_TASK TO CARRY OUT_
Your reply must be the number of lines in the entries that hold the word "legend", and nothing else.

_INFORMATION GIVEN_
§
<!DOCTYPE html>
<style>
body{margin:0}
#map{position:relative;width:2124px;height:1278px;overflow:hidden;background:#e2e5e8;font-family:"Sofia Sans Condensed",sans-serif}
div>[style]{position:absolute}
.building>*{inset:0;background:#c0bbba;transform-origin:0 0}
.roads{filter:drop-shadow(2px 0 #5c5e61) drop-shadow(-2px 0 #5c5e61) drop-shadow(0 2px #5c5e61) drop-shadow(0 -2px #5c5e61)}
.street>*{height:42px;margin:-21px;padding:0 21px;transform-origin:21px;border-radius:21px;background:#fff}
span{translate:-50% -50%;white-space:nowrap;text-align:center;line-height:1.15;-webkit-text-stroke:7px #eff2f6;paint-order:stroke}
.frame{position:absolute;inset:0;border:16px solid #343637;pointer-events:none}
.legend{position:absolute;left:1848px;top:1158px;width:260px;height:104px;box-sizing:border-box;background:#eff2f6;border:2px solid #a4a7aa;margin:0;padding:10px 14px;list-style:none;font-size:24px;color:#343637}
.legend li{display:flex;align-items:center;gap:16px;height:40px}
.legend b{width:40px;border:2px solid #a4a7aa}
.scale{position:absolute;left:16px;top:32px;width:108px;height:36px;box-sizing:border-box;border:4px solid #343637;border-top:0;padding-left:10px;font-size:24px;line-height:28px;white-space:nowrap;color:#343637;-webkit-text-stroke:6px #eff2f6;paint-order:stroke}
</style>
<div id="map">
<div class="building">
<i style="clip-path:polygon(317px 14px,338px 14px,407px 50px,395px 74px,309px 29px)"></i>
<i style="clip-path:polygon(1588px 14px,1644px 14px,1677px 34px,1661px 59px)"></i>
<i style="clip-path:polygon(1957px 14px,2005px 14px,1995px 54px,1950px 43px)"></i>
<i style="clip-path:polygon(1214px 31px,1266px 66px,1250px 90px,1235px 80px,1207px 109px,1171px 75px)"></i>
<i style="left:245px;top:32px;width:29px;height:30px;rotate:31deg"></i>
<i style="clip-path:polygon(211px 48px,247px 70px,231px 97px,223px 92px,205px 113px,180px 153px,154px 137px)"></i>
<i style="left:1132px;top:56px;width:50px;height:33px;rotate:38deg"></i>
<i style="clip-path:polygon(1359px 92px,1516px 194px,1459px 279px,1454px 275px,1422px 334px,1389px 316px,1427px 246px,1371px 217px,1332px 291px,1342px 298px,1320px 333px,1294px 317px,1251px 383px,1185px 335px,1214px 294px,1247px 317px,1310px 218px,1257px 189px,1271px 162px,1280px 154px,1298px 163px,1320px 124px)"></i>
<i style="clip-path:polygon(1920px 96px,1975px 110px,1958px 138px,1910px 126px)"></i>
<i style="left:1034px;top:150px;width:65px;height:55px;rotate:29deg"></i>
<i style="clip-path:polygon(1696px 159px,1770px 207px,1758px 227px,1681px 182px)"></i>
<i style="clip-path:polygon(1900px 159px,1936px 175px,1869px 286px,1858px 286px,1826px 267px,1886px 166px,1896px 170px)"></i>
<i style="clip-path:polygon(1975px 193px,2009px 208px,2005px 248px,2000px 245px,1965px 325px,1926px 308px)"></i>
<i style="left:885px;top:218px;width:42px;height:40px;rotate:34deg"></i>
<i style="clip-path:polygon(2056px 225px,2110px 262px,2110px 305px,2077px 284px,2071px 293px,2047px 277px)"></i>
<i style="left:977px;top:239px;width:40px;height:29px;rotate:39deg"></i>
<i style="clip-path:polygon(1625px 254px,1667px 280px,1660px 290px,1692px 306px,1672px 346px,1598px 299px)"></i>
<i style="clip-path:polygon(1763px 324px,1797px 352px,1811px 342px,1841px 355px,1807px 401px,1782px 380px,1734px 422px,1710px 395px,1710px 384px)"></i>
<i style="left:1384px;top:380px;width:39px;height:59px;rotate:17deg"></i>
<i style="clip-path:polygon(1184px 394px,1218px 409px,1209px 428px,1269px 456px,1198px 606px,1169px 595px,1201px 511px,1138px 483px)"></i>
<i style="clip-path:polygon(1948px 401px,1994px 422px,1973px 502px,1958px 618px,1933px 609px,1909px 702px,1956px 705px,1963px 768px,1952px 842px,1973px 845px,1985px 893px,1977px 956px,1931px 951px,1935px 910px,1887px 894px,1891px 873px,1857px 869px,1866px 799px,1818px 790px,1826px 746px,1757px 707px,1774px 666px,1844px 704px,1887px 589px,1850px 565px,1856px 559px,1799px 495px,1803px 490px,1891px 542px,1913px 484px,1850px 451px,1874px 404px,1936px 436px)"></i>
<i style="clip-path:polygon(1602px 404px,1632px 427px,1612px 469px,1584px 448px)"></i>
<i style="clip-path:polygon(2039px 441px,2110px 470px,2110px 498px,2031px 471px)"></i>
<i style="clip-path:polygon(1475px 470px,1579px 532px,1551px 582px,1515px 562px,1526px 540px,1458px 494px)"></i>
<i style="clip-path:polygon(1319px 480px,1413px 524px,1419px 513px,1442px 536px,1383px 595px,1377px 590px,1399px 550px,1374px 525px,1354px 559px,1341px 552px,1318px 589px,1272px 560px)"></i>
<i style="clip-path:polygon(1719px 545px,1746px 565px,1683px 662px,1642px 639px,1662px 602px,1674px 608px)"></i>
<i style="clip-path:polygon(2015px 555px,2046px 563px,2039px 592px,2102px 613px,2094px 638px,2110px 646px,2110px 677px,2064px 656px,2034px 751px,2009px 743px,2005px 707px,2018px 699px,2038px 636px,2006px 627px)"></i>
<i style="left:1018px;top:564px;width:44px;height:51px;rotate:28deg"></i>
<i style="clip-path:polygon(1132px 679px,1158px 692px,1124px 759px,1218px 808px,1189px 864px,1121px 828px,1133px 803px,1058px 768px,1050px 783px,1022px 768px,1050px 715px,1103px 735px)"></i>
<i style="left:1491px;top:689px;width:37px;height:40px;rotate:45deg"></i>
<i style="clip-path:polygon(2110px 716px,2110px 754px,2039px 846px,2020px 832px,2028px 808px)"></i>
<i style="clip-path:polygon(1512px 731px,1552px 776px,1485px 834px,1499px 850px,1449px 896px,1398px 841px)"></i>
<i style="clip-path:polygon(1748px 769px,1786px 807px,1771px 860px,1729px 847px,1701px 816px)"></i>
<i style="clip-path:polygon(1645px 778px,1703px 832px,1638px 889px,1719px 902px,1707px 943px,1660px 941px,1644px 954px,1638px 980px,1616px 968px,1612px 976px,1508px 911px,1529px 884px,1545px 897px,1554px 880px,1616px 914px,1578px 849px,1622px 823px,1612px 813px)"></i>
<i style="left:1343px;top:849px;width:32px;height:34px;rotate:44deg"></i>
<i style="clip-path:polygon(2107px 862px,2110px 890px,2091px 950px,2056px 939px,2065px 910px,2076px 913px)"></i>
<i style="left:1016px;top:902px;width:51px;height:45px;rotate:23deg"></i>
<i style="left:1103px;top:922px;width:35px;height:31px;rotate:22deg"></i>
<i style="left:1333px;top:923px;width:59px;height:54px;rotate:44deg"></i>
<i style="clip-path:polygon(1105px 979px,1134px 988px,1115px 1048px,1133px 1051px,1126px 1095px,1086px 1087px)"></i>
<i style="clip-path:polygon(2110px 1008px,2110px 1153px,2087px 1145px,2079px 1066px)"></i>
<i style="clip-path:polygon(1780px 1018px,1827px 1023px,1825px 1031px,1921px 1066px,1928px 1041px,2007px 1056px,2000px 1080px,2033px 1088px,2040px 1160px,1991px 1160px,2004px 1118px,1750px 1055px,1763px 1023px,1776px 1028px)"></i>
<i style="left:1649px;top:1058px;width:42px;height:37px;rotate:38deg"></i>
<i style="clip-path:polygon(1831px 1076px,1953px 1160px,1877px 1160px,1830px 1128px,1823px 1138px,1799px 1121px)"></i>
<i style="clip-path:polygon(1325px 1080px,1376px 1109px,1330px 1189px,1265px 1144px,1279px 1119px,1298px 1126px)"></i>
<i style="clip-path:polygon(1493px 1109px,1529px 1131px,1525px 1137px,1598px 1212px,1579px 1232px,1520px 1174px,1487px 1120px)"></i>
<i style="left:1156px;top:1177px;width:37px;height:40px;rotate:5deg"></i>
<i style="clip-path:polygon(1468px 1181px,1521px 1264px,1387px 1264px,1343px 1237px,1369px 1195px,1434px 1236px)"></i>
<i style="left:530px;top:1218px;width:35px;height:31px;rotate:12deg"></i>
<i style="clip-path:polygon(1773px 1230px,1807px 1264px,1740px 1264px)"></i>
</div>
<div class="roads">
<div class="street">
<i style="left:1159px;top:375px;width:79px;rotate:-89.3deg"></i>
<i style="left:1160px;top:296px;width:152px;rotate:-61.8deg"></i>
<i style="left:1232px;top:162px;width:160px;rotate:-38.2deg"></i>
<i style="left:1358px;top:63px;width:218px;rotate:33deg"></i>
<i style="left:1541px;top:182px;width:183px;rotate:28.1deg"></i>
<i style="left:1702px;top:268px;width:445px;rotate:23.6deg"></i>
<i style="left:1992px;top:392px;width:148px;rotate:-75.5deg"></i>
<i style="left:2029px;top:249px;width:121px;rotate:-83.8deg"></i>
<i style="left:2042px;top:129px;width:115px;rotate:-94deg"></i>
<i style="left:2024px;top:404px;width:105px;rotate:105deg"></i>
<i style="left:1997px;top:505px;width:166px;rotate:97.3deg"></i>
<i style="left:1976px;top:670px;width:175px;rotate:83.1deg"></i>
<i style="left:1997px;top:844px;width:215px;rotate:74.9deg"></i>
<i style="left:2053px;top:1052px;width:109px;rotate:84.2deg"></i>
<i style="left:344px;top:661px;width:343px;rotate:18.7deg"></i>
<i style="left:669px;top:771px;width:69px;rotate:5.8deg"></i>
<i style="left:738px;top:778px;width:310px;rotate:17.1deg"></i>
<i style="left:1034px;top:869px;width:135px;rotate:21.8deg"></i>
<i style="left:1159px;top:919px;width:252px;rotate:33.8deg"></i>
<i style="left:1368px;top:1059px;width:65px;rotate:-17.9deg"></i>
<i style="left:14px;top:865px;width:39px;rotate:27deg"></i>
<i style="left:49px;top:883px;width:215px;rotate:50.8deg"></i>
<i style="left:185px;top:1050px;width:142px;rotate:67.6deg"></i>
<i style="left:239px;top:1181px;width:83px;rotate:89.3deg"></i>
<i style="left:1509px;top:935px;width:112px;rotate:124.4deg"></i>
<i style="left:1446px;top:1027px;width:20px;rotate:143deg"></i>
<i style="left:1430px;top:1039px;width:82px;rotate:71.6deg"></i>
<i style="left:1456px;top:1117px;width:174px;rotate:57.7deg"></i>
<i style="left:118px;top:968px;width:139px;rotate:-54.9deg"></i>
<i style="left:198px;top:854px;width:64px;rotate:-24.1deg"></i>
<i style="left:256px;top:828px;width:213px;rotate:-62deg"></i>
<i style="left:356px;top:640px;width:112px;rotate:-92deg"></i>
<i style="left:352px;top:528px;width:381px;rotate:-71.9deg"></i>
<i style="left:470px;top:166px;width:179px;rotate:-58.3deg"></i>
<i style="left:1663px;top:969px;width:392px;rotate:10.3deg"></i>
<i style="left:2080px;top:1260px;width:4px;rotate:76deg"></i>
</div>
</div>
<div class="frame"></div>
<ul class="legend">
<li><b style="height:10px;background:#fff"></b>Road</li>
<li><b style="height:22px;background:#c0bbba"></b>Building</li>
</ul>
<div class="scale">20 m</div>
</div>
§
_RESPONSE AREA_
4